Brief: Every line of the data below needs to be reproduced exactly.

Dataset extract:

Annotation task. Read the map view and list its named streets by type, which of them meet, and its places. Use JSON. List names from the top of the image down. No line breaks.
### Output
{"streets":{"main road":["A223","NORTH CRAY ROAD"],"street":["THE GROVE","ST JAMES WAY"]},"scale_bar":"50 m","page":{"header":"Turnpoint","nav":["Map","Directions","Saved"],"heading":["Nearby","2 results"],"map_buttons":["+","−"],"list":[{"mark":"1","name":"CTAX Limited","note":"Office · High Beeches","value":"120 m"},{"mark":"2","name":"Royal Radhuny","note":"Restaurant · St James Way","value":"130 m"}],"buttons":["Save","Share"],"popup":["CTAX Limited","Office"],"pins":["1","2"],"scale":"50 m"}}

Answer space:
Annotation task. Read the map view and list its named streets by type, which of them meet, and its places. Use JSON. List names from the top of the image down. No line breaks.
### Output
{"streets":{"main road":["A223","NORTH CRAY ROAD"],"street":["THE GROVE","ST JAMES WAY"]},"scale_bar":"50 m","page":{"header":"Turnpoint","nav":["Map","Directions","Saved"],"heading":["Nearby","2 results"],"map_buttons":["+","−"],"list":[{"mark":"1","name":"CTAX Limited","note":"Office · High Beeches","value":"120 m"},{"mark":"2","name":"Royal Radhuny","note":"Restaurant · St James Way","value":"130 m"}],"buttons":["Save","Share"],"popup":["CTAX Limited","Office"],"pins":["1","2"],"scale":"50 m"}}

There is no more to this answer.